***** DATA FOR THIS EXERCISE
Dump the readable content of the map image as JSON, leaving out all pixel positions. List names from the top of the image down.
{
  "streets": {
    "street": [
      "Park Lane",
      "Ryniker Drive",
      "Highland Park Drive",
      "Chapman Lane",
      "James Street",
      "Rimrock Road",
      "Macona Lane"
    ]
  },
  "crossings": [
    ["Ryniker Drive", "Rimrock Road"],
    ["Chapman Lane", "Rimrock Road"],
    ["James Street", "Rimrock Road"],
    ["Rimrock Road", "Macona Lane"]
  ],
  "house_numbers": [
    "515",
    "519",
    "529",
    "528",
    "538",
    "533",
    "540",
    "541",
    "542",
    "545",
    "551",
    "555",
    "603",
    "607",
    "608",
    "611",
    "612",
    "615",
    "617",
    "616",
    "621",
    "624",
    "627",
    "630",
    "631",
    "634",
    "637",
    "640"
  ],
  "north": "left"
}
**********
REQUIRED ACTION: Search the entries for the string "Lane" and copy each line where it occurs.

EXERCISE ANSWER:
      "Park Lane",
      "Chapman Lane",
      "Macona Lane"
    ["Chapman Lane", "Rimrock Road"],
    ["Rimrock Road", "Macona Lane"]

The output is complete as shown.